FreeHand ROSES by aungkarns
Every year we sell roses to the entire school community. The ordering process starts with a [paper] letter sent home with a [paper] order form. The students and staff then bring back the order forms and they go into either of the teacher advisers' boxes. Then the orders need to be tallied, sorted, and the money collected needs to be checked.
This year the letter to be sent home was sent out late. We were not going to make the flower shop's ordering deadline so we needed to estimate what people might order by looking at last year's order.
I picked the flowers up from the flower shop the evening before we were to pass them out. We counted them the following day and it turned out that the number of flowers we ordered was short despite having a surplus for the last few years. We were to we needed to get to the flower shop in the middle of the school day to pick up more flowers.

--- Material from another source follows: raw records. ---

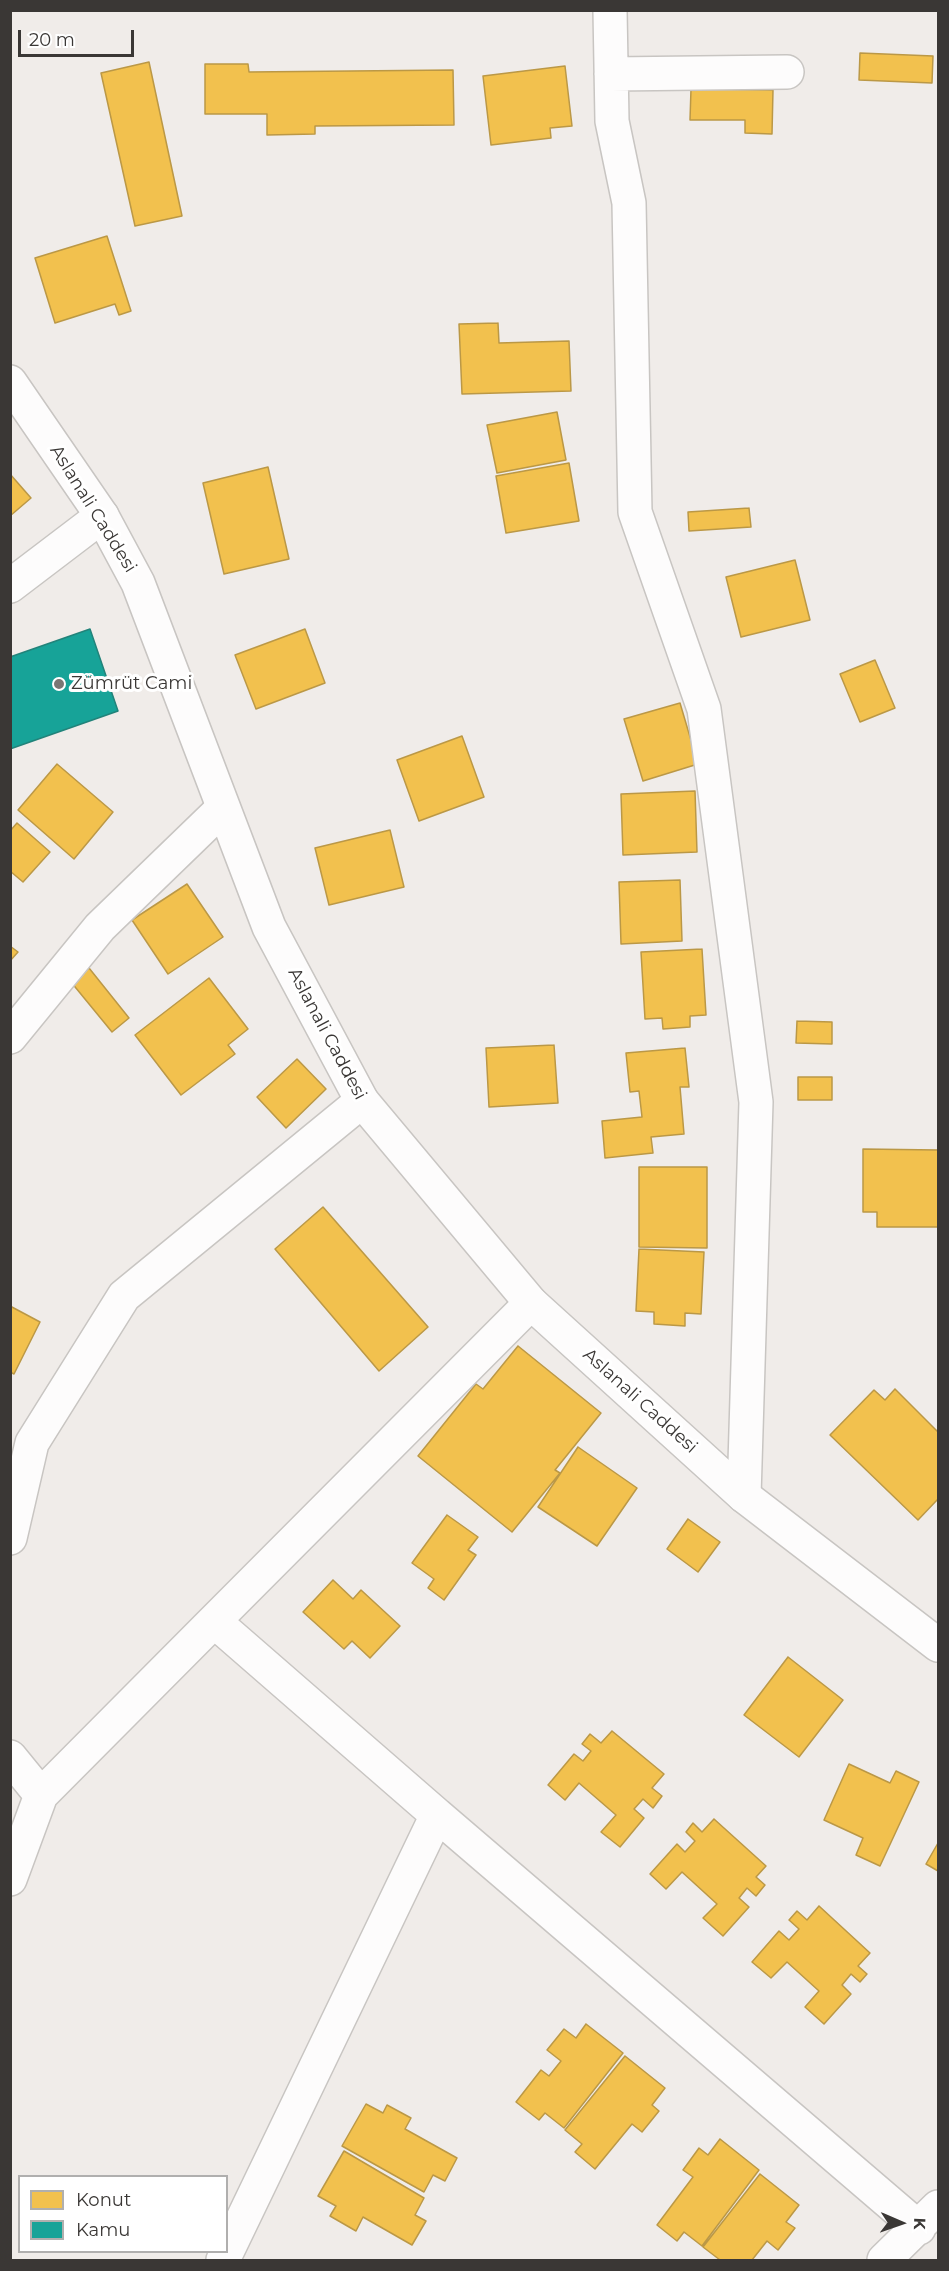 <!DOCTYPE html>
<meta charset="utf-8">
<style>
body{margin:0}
#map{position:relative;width:949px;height:2271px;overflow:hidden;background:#f0ece9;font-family:Montserrat,sans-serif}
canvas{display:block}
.frame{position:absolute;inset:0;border:12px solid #3a3735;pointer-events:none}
.legend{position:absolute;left:18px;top:2175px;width:210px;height:78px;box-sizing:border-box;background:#fff;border:2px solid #b0afae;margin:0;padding:8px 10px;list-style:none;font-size:18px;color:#3a3735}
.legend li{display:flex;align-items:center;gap:12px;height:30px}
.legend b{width:30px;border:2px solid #b0afae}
.north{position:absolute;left:871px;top:2193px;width:60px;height:60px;-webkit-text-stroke:4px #fff;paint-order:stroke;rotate:92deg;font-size:16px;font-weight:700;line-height:24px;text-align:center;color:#3a3735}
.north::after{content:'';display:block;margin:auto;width:21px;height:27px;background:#3a3735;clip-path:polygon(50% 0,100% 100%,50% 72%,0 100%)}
.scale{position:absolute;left:18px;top:30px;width:116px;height:27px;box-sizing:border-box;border:3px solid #3a3735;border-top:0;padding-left:8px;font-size:18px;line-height:21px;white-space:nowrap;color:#3a3735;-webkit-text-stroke:4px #fff;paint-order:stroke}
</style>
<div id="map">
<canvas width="949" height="2271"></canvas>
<div class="frame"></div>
<ul class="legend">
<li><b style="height:16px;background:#f2c14e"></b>Konut</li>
<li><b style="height:16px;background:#17a398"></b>Kamu</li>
</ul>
<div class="north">K</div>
<div class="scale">20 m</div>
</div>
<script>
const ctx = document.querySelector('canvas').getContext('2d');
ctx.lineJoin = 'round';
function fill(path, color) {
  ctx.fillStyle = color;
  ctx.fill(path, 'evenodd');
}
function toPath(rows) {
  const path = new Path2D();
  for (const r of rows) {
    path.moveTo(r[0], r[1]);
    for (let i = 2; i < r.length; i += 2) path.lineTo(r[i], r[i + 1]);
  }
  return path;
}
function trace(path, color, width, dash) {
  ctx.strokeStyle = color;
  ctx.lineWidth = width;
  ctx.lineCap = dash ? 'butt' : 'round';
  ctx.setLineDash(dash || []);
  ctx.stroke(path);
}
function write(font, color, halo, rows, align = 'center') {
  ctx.font = font + ' Montserrat,sans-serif';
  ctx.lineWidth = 6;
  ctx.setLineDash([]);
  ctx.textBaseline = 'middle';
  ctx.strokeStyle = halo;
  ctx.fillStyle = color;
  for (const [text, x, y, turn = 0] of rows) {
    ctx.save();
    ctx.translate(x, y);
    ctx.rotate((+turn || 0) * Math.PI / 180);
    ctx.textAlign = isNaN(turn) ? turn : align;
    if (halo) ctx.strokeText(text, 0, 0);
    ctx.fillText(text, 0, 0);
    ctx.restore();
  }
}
const homes = toPath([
 [860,53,933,56,932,83,859,80,860,53],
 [149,62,182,216,135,226,101,73,149,62],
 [205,64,248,64,249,72,453,70,454,125,315,126,315,134,267,135,267,114,205,114,205,64],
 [565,66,572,126,550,128,551,138,491,145,483,76,565,66],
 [691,89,773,90,772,134,745,133,745,120,690,120,691,89],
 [107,236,131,311,119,315,115,304,55,323,35,258,107,236],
 [498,323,499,343,569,341,571,391,462,394,459,324,498,323],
 [557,412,566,460,497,473,487,425,557,412],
 [569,463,579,521,506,533,496,476,569,463],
 [268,467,289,559,224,574,203,483,268,467],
 [10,474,31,498,10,516,10,474],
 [749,508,751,527,689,531,688,512,749,508],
 [795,560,810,620,741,637,726,577,795,560],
 [305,629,325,683,256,709,235,655,305,629],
 [875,660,895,708,860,722,840,674,875,660],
 [680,703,698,764,643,781,624,719,680,703],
 [462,736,484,797,419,821,397,760,462,736],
 [57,764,113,812,74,859,18,810,57,764],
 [695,791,697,852,623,855,621,794,695,791],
 [17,823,50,852,23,882,10,871,10,831,17,823],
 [390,830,404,887,329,905,315,848,390,830],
 [680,880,682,941,621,944,619,882,680,880],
 [187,884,223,937,168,974,132,920,187,884],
 [10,946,18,952,10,961,10,946],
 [702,949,706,1015,690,1016,690,1027,663,1029,662,1018,645,1019,641,952,702,949],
 [89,968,129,1018,112,1032,71,982,89,968],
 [209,978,248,1029,228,1045,235,1054,181,1095,135,1035,209,978],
 [797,1021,832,1022,832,1044,796,1043,797,1021],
 [554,1045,558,1103,489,1107,486,1048,554,1045],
 [685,1048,689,1087,680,1087,684,1134,651,1137,653,1153,605,1158,602,1121,642,1117,639,1091,630,1092,626,1053,685,1048],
 [297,1059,326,1089,286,1128,257,1097,297,1059],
 [798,1077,832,1077,832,1100,798,1100,798,1077],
 [863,1149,938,1150,938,1227,877,1227,877,1212,863,1212,863,1149],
 [639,1167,707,1167,707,1248,639,1247,639,1167],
 [323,1207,428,1327,379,1371,275,1249,323,1207],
 [639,1249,704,1252,701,1314,685,1313,685,1326,654,1324,654,1312,636,1311,639,1249],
 [10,1306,40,1322,14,1374,10,1372,10,1306],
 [518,1346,601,1413,555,1470,560,1473,512,1532,418,1456,476,1384,483,1389,518,1346],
 [895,1389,938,1432,938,1499,918,1520,830,1435,874,1390,885,1400,895,1389],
 [578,1447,637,1488,597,1546,538,1507,578,1447],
 [447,1515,478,1537,468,1550,476,1555,444,1600,428,1588,434,1579,412,1563,447,1515],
 [688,1519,720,1542,698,1572,667,1549,688,1519],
 [333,1580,353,1599,361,1590,400,1626,370,1658,352,1641,344,1649,303,1612,333,1580],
 [788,1657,843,1700,799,1757,744,1715,788,1657],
 [612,1731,664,1774,652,1788,662,1796,653,1808,643,1799,634,1809,644,1818,620,1847,601,1832,616,1815,579,1783,565,1800,548,1785,574,1754,583,1761,591,1751,582,1744,590,1734,601,1743,612,1731],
 [849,1764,890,1783,896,1771,919,1782,880,1866,856,1855,863,1838,824,1820,849,1764],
 [714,1819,766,1866,756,1877,765,1885,756,1896,747,1888,739,1898,749,1907,723,1936,703,1918,717,1904,682,1872,666,1889,650,1874,677,1844,685,1852,695,1841,686,1832,693,1823,702,1832,714,1819],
 [938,1843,938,1871,926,1864,938,1843],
 [819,1906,870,1953,858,1966,867,1974,860,1982,851,1974,842,1985,851,1994,824,2024,805,2007,819,1991,787,1962,771,1978,752,1962,779,1931,789,1940,799,1929,789,1920,797,1911,807,1920,819,1906],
 [586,2024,623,2053,564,2128,545,2113,539,2120,516,2102,541,2070,549,2076,561,2061,547,2050,564,2029,576,2038,586,2024],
 [625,2056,665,2088,652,2105,659,2111,642,2132,632,2124,595,2169,575,2152,582,2144,565,2130,625,2056],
 [366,2104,383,2113,387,2105,411,2118,405,2129,457,2158,445,2181,433,2175,424,2192,342,2146,366,2104],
 [720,2139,759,2170,702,2246,684,2232,677,2241,657,2225,693,2177,683,2170,699,2148,708,2155,720,2139],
 [344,2151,424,2198,415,2215,426,2221,412,2245,363,2217,356,2231,330,2216,336,2206,318,2196,344,2151],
 [760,2174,799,2205,786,2222,795,2228,778,2250,767,2241,752,2260,720,2260,703,2247,760,2174]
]);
fill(homes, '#f2c14e');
trace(homes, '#bb9846', 1.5);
const public = toPath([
 [90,629,118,711,10,749,10,657,90,629]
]);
fill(public, '#17a398');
trace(public, '#22837a', 1.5);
const minor = toPath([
 [610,10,612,121,629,203,635,512,704,709,756,1102,744,1496],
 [611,74,787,72],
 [10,586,102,516],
 [10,1037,100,927,223,808],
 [10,1538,32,1443,124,1296,362,1101],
 [10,1757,41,1795],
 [437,1815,214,1621,531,1303],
 [10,1879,41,1795,214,1621],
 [223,2260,437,1815,919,2228],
 [884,2260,938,2207]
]);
const tertiary = toPath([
 [10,382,102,516,138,583,269,927,362,1101,531,1303,744,1496,938,1645]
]);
trace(minor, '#c8c5c2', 36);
trace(tertiary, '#c8c5c2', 36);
trace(minor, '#fdfcfc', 33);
trace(tertiary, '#fdfcfc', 33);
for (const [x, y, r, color] of [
 [59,684,6,"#7a7674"]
]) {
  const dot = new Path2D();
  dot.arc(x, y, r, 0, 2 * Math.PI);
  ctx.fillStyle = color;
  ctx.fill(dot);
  trace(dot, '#fff', 2);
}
write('18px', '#3a3735', '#fff', [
 ["Aslanali Caddesi",93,509,58],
 ["Aslanali Caddesi",327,1034,62],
 ["Aslanali Caddesi",640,1401,42]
]);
write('18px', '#3a3735', '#fff', [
 ["Zümrüt Cami",71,684]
], 'left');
</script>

When I got back I was very relieved and felt that it was all over. Then I started to hear about orders not being filled and filled incorrectly. I ended up adjusting orders by taking flowers from teachers to replace the colors that were missing. We were still short on flowers, but many teachers were not concerned with getting their full orders.
There are many things I could have done differently to ensure success: getting the letter out on time, helping the high school students get organized before counting, and making sure the orders were double-checked before being sent out to name a few.
I was still surprised the high school students were not able to do the counting and sorting on their own. So maybe what I could have done differently starts in my classroom. Maybe I should be exposing my students to more situational, multistage problems like this where they have to use skills like tallying, sorting, adding, checking, and estimating. 
The solution starts much earlier - all the way back to first grade.